NOTICE: This repo is no longer maintained. For an easy-to-use object detector that is actively maintained, I recommend considering the PyTorch Mask R-CNN implementation.
This directory contains code to evaluate the Faster R-CNN object detector described in the paper:
Faster R-CNN: Towards Real-Time Object Detection with Region Proposal Networks,
Shaoqing Ren and Kaiming He and Ross Girshick and Jian Sun,
Advances in Neural Information Processing Systems (NIPS), 2015
This code is based on the py-caffe
implementation
made available by
Ross Girshick and the MatConvNet
Fast R-CNN implementation by
Hakan Bilen.
The pre-trained models released with the caffe code which have been imported into matconvnet and can be downloaded here, together with models trained directly with this code. Alternatively, you can train your own detector.
Running the faster_rcnn_demo.m
script will download a model trained on pascal voc 2007 data and run it on a sample image to produce the figure below:
There are scripts to evaluate models on the pascal voc
and ms coco
datasets (the scores produced by the pretrained models are listed on the model page). Training code is also provided to reproudce the pascal voc
experiments described in the paper. In addition, there is the option to train with "SSD-style" zoom augmentation to the improve performance of the model beyond the original baseline.
Faster-RCNN requires the following modules:
- autonn - automatic differentiation
- mcnExtraLayers - extra MatConvNet layers
- mcnDatasets - dataset handlers
- GPU NMS - a CUDA-based implementation of non-maximum suppression
If you wish to provide more extensive data augmentation, the following module is required (it can also be installed with vl_contrib
):
- mcnSSD - SSD detector implementation (provides data augmentation sampler)
The effect of the CUDA NMS module is discussed below.
The easiest way to use this module is to install it with the vl_contrib
package manager. mcnFasterRCNN
can be installed with the following commands
rom the root directory of your MatConvNet installation:
vl_contrib('install', 'mcnFasterRCNN') ;
vl_contrib('setup', 'mcnFasterRCNN') ;
vl_contrib('test', 'mcnFasterRCNN') ; % optional
A comparison of the mean AP of the trained detectors is given here. The following numbers were obtained from a single run of both implementations (there may be some variance if repeated):
training code | voc 07 test mAP |
---|---|
py-caffe | 69.7 mAP |
matconvnet | 69.3 mAP |
matconvnet+ | 70.2 mAP |
Two matconvnet models are presented above. The first, labeled matconvnet
, is trained without "SSD-style" data augmentation (discussed in more detail below) and uses only the flip augmentation used in the py-caffe implementation. The second, matconvnet+
, uses the augmentation pipeline. This can be switched on to improve beyond the original baseline, but requires a longer training schedule.
The Faster R-CNN pipeline makes heavy use of non-maximum suppression during training and inference. As a result, the runtime of the detector is significantly affected by the efficiency of the NMS function. A GPU version of non-maximum suppression can be found here, which can be compiled and added to your MATLAB path. Approximate benchmarks (they do not currently include the decoding of the raw predictions) of the code are given below on a Tesla M40 with a single item batch size:
mode | NMS (CPU) | NMS (GPU) |
---|---|---|
training | 1.1 Hz | 3.1 Hz |
inference | 6.7 Hz | 8.6 Hz |
Running the detector with on multiple GPUs produces a significant speed boost during inference, but currently only a minimal improvement during training (this may be addressed in future).

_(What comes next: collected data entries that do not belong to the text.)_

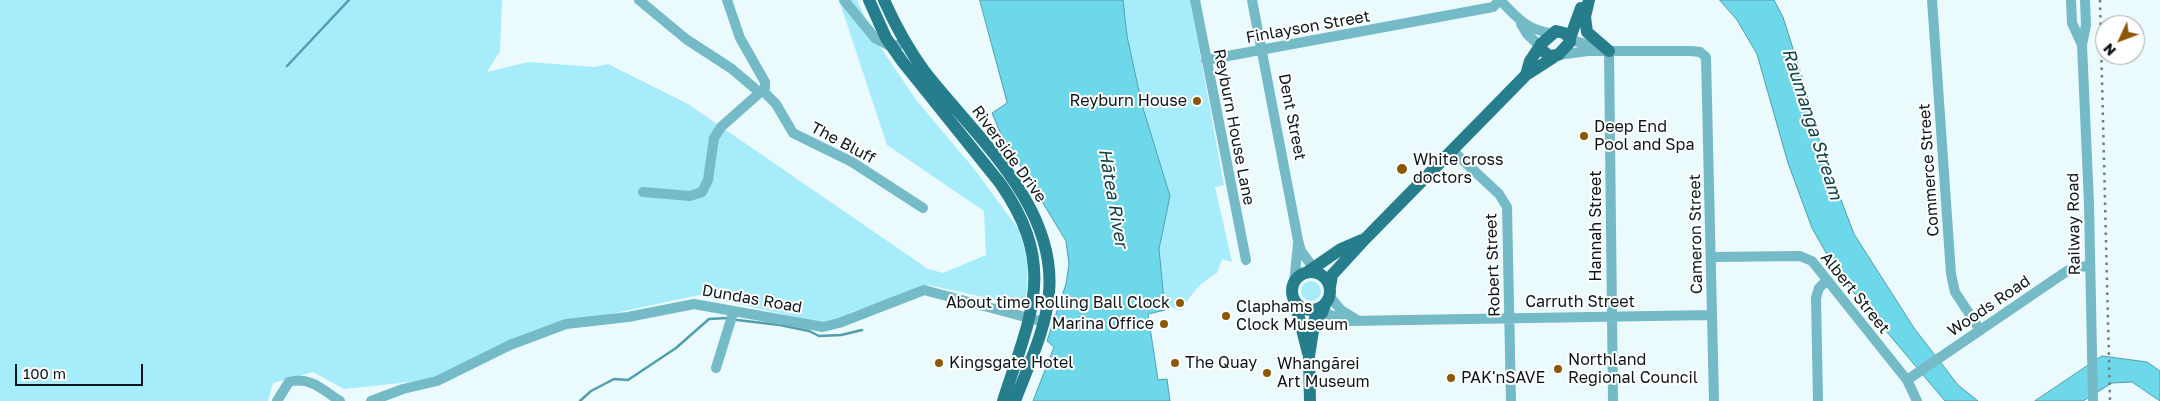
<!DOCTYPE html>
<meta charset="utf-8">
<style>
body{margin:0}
#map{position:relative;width:2160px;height:401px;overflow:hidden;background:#eafafd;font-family:"Golos Text",sans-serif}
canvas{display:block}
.north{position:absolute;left:2095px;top:15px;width:50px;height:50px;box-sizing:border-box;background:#fff;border:1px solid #9ea2a3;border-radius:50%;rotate:227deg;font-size:14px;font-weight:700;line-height:20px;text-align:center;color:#0c1618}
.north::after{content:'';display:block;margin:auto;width:18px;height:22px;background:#8b5703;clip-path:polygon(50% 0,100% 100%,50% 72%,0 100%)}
.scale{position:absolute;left:15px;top:364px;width:128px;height:22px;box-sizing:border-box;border:2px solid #0c1618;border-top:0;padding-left:6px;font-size:15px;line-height:18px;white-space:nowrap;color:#0c1618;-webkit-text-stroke:4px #fff;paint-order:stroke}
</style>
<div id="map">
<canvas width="2160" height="401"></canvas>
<div class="north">N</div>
<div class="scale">100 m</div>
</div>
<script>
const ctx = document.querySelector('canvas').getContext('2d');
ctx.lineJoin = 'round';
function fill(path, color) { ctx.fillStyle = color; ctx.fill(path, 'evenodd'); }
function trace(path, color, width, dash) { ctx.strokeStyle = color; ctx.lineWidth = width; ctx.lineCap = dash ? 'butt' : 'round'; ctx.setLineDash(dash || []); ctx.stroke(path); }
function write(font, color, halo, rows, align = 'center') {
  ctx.font = font + ' "Golos Text",sans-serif'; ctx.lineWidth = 4; ctx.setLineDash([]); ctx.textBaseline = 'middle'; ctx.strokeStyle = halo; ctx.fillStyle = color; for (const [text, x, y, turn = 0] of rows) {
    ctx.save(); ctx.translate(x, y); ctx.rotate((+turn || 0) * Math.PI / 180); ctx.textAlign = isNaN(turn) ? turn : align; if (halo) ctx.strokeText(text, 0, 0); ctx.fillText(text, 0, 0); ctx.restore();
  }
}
const green = new Path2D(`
 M0 0H502L500 51 487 72 528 62 595 67 608 64 688 104 928 269 943 273 986 255 984 211 887 145 839 0H857L876 41 917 101 975 170 1019 230 1028 262 1027 291 1024 306 929 285 854 311 826 324 699 295 545 328 428 380 344 389 313 372 273 383 268 401H0Z
 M1123 0H1190L1224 185 1215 187 1232 262 1222 259 1217 273C1200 283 1191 293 1182 310L1165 306 1159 249 1170 196 1142 105 1127 36Z
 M1301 291a10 10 0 1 1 20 0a10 10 0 1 1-20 0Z`);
const water = new Path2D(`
 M980 0H1123L1127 36 1142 105 1170 196 1159 249 1165 310 1148 314 1158 380 1167 379 1170 401H1033L1054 347 1047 341 1066 284 1069 264 1066 241 1000 132 992 113 1007 103Z
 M1720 0H1774L1783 17 1803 80 1821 147 1854 234 1914 328 1958 385 1978 401H1945L1838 274 1812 228 1788 163 1757 54 1737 20Z
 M2102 356 2147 362 2160 371V401L2132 382 2112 383 2083 401H2035Z`);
const stream = new Path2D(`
 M287 66 349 0
 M737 320 780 325 809 331 819 336 841 335 862 330
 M580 401 591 391 614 379 628 380 676 348 709 319 727 318`);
const minor = new Path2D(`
 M639 0 686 39 732 69 759 92
 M844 0 875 38 892 47 906 42
 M1195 0 1246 260
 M1252 0 1298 240 1301 251 1318 274
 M1500 0C1516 17 1528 31 1552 33
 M1932 0 1951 274 1955 292 1980 330
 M2071 0 2072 23 2082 45
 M2085 0 2086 25 2082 45 2089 204 2093 401
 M1521 24 1527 34 1540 46
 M1570 39 1596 48
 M1609 51 1613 401
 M1558 55 1588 51H1691L1700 52 1706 57 1714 401
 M1206 60 1493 7 1500 0
 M763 91 776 104 793 133 852 162 923 208
 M1453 151 1499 194 1507 207 1511 401
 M643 192 690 196 702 192 708 180 714 138 721 127 765 88V82L740 38 727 0
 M1712 257 1800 256 1812 261 1907 380 1917 401
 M1294 283 1298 244
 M1330 297 1341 310 1357 320
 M1316 310 1348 321 1712 315
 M716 368 733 313
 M1907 380 2067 271 2078 267 2090 266
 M277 401 289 382C310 376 323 390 340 401
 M371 401 403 389 437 381 510 345 566 324 628 317 694 304 823 327 839 323 924 290 1044 322
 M1818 401 1816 298 1819 288 1827 280`);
const major = new Path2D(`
 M869 0 886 38 902 61 1000 183C1058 266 1031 314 1003 401
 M884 0C895 25 909 50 925 72 975 136 1057 205 1049 293 1046 330 1028 366 1015 401
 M1589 0 1585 17 1587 32 1609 51
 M1556 31 1564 33 1570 38V42L1558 55 1549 56 1542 50 1541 44Z
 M1570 38 1581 8
 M1526 75 1530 61 1540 46
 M1292 291a19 19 0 1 1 38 0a19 19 0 1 1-38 0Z
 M1306 273 1341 249 1362 240
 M1330 287 1332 275 1365 239 1526 75 1554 57
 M1295 302 1308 353
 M1310 401 1309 356 1315 318 1322 313 1325 305`);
const rail = new Path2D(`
 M2100 0 2110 401`);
const markers = [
 [1197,101,5,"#8b5703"],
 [1584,136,5,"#8b5703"],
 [1402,169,6,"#8b5703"],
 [1180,303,5,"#8b5703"],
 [1226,316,5,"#8b5703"],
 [1164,324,5,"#8b5703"],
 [939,363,5,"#8b5703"],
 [1175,363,5,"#8b5703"],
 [1558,369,5,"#8b5703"],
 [1267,373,5,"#8b5703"],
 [1451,378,5,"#8b5703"]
];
const streetNames = [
 ["Finlayson Street",1308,27,-10],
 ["Dent Street",1292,117,79],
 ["Reyburn House Lane",1234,127,79],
 ["The Bluff",843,143,28],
 ["Riverside Drive",1009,154,54],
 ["Commerce Street",1929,170,-94],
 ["Railway Road",2074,224,-91],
 ["Hannah Street",1596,226,-90],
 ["Cameron Street",1696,234,-91],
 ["Robert Street",1493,265,-92],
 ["Albert Street",1855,293,51],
 ["Dundas Road",752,299,10],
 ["Carruth Street",1580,302],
 ["Woods Road",1989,306,-34]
];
const poiNames = [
 ["Reyburn House",1187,101,"right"],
 ["Deep End",1594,127],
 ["Pool and Spa",1594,145],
 ["White cross",1413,160],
 ["doctors",1413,178],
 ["About time Rolling Ball Clock",1170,303,"right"],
 ["Claphams",1236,307],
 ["Clock Museum",1236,325],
 ["Marina Office",1154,324,"right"],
 ["Northland",1568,360],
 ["Regional Council",1568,378],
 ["Kingsgate Hotel",949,363],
 ["The Quay",1185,363],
 ["Whangārei",1277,364],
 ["Art Museum",1277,382],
 ["PAK'nSAVE",1461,378]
];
const waterNames = [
 ["Raumanga Stream",1812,124,72],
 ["Hātea River",1113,198,80]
];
fill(green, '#a6ecfa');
fill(water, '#6ed8eb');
trace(water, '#519eac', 1);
trace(stream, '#519eac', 2.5);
trace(minor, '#74bac7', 10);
trace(major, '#267d8b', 12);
trace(rail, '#6f7b7e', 2.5, [2.5, 5]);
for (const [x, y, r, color] of markers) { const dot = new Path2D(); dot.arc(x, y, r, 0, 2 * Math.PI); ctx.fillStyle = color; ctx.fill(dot); trace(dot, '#fff', 2); }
write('16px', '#0c1618', '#fff', streetNames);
write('16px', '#0c1618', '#fff', poiNames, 'left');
write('italic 18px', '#10424a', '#fff', waterNames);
</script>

Multi-GPU code performance:
mode | Single GPU | 2 GPUs |
---|---|---|
training | 3.1 Hz | 3.7 Hz |
inference | 8.6 Hz | 15 Hz |
The SSD detector introduced, among other things, a form of aggressive data augmentation designed to improve the quality of the trained detector. The "zoom augmentation" technique introduced in the paper is implemented in this code and can be applied directly to the Faster R-CNN detector. The implmentation is fairly efficient, since all image resampling is performed on the GPU. However it is not without cost, and reduces training speed by approximately 5%. An example of the effect of zoom augmentation is shown below:
The full details can be found in the SSD paper linked above. Essentially the original image and corresponding bounding boxes are shrunk and randomly placed in a mean-pixel value canvas. This is combined with patch augmentation and colour distortion to further help generalisation.